On peut sans doute récapituler l’effort de siècles de pensée chrétienne en disant que la présence du Créateur à la créature prolonge la présence mutuelle des personnes divines entre elles. Le modèle en tout cas ne doit pas être celui de la proximité des êtres de ce monde les uns aux autres. Saint Augustin avait bien senti comme ils restent toujours extérieurs les uns aux autres, si proches soient-ils, et cette extériorité finalement ne se surmonte jamais25. Le modèle que la foi nous indique pour la relation du Créateur à sa créature est celui des relations mutuelles du Père, du Fils et de l’Esprit-Saint dans la circumincession de leur unique nature. Certes, la création n’est rien de la Trinité, elle n’est pas une partie et pas davantage une émanation de celle-ci. Pourtant, sa consistance lui vient de ce qu’en créant, Dieu agit selon ce qu’il est. La création redouble la présence du Père au Fils qu’il engendre et du Père et du Fils à l’Esprit qu’ils spirent.

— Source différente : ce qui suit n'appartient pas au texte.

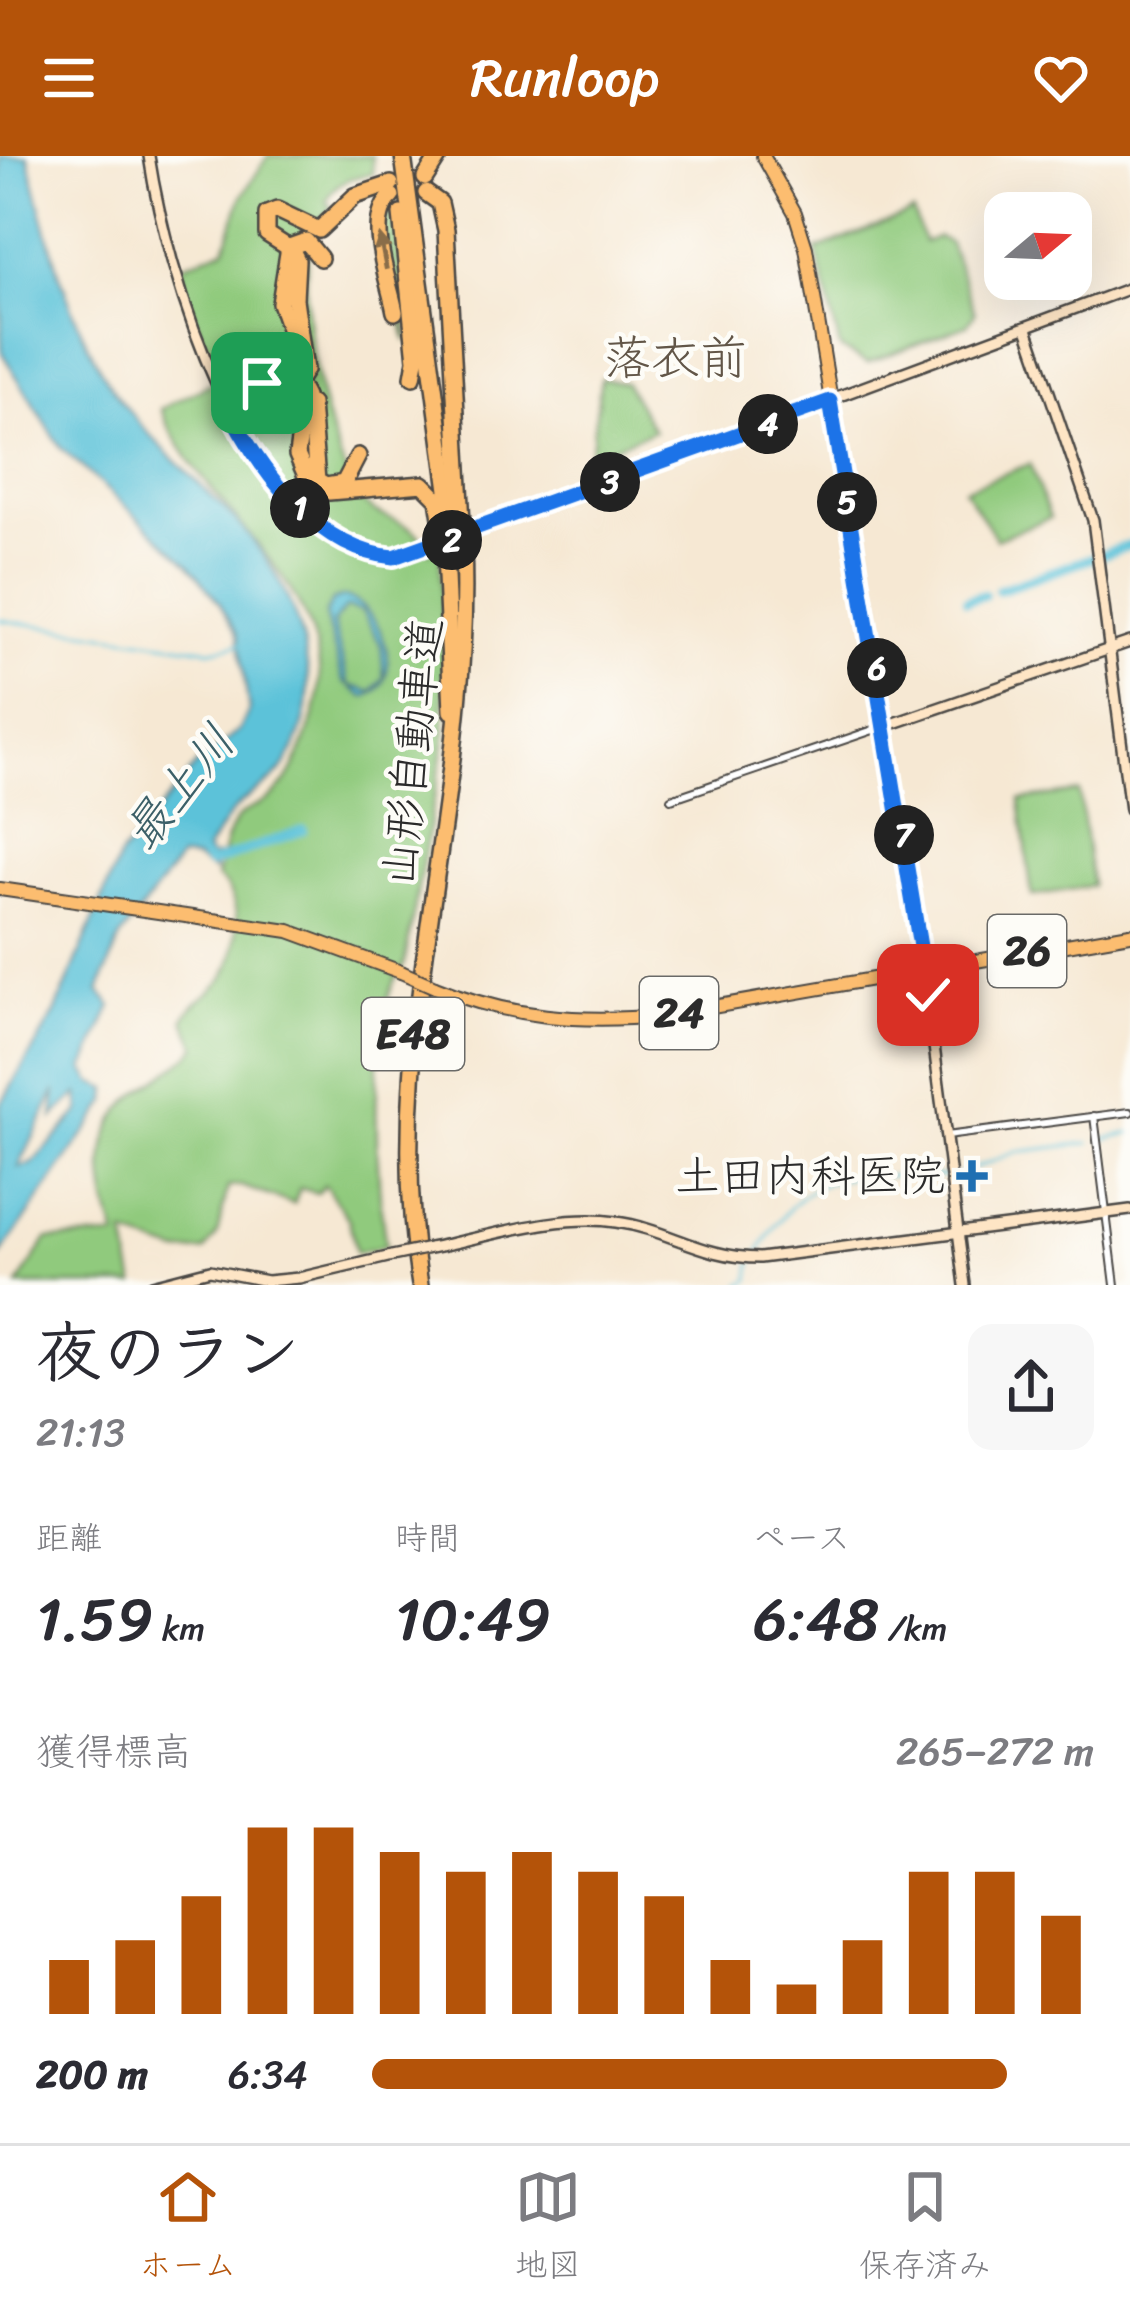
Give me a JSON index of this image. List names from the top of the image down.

Saint Augustin a repéré l’orgueil qui habitait les néo-platoniciens dans leur conquête de leur intériorité et de la perception de la présence de Dieu26. Il y a vu la source de leur idolâtrie continuée. Il a insisté, à l’inverse, sur l’humilité dans laquelle la créature devait se tenir pour découvrir et connaître le Dieu vivant. Mais c’est qu’on ne peut être humble devant le soleil, astre qui brille non pour nous plaire mais parce qu’il n’est que cela. L’homme doit être humble devant Dieu et se laisser conduire vers sa propre intériorité parce qu’il est le fait d’un don de Quelqu’un qui lui a donné d’être et l’a donné à toutes choses. L’humilité ne consiste pas à ressasser notre contingence, elle consiste à croire que l’être que je suis avec sa radicale contingence, est cependant en quelque sorte nécessaire. Tel que je suis, capable de remplir bien des tâches et incapable d’être toujours ce que je suis, j’ai un rôle à tenir, et pourtant, de tant de façons et radicalement, j’aurais pu ne pas être ; je suis un concentré d’un rayon de la beauté divine, et les autres le sont aussi, eux qui me font du bien et qui me font du mal, eux à qui je fais du bien et à qui je fais du mal. Tous, nous sommes autant d’éclats de la splendeur de Dieu, et nous pouvons redoubler cette beauté dans nos œuvres vivantes et porteuses de vie. La création animale et inanimée est, elle aussi, un tel reflet de cette beauté. Elle nous est remise comme le gage de la beauté de ce que nous pouvons vivre les uns avec les autres devant Dieu ou en lui.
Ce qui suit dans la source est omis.